KVR Audio

otristan · Post by **otristan** » Thu Dec 17, 2009 9:44 pm

don't use those personally but worse taking a look imho

http://www.b-nm.at/sine-generation-tutorial/

nollock · Post by **nollock** » Thu Dec 17, 2009 11:02 pm

DukeRoodee wrote: What would you say is a "good", performant lookup table size ? 2^15 ?

For a single sine lookup a 1024 point table with linear interpolation will give 120dbs SnR.

So there's little point going higher than that.

DukeRoodee · Post by **DukeRoodee** » Fri Dec 18, 2009 11:40 am

otristan wrote:don't use those personally but worse taking a look imho

http://www.b-nm.at/sine-generation-tutorial/

hi

gave it a try.
The "fast" algorithm works like a charm for lower frequencies. At 7kHz it already generates everything but a sine wave and somewhere > 12khz it gets completely out of control. So i'd have to oversample it by a factor at least 2.0 (sounds awful and gives no performance advantage... well actually i dont know if "oversampling" is the right wird for this, i'll just call it so).
Got "good" sound with a oversampling factor of 10, but then by far slower than the sine table approach.

Anyway, thanks, it was interesting and worth a try

DukeRoodee · Post by **DukeRoodee** » Fri Dec 18, 2009 11:40 am

nollock wrote:
DukeRoodee wrote: What would you say is a "good", performant lookup table size ? 2^15 ?
For a single sine lookup a 1024 point table with linear interpolation will give 120dbs SnR.

So there's little point going higher than that.

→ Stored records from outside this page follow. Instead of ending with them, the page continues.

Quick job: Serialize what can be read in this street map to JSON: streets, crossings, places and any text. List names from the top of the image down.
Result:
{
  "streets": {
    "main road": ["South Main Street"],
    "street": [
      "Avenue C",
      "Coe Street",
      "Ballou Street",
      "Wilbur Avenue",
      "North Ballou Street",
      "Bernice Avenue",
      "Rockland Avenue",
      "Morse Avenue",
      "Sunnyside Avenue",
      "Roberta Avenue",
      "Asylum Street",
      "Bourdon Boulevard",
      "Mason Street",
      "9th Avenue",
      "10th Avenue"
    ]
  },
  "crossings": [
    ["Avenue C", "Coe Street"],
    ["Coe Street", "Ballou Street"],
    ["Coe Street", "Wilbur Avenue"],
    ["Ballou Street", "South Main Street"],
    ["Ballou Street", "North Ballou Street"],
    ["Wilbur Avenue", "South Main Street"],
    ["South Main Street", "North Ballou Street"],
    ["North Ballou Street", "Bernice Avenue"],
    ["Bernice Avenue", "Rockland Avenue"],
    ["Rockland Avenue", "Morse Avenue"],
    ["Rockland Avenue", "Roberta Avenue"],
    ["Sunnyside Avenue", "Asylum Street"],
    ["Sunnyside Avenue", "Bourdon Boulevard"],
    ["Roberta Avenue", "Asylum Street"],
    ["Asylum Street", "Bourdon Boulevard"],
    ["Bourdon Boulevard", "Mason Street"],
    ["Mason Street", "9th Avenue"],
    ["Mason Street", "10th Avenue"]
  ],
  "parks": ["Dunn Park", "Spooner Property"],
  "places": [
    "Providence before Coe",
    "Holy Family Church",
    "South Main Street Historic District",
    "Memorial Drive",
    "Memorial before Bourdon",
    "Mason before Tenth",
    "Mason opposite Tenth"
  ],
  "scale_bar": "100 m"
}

OK, i'll keep that in mind, thanks

otristan · Post by **otristan** » Fri Dec 18, 2009 11:51 am

DukeRoodee wrote:
otristan wrote:don't use those personally but worse taking a look imho

http://www.b-nm.at/sine-generation-tutorial/

hi

gave it a try.
The "fast" algorithm works like a charm for lower frequencies. At 7kHz it already generates everything but a sine wave and somewhere > 12khz it gets completely out of control. So i'd have to oversample it by a factor at least 2.0 (sounds awful and gives no performance advantage... well actually i dont know if "oversampling" is the right wird for this, i'll just call it so).
Got "good" sound with a oversampling factor of 10, but then by far slower than the sine table approach.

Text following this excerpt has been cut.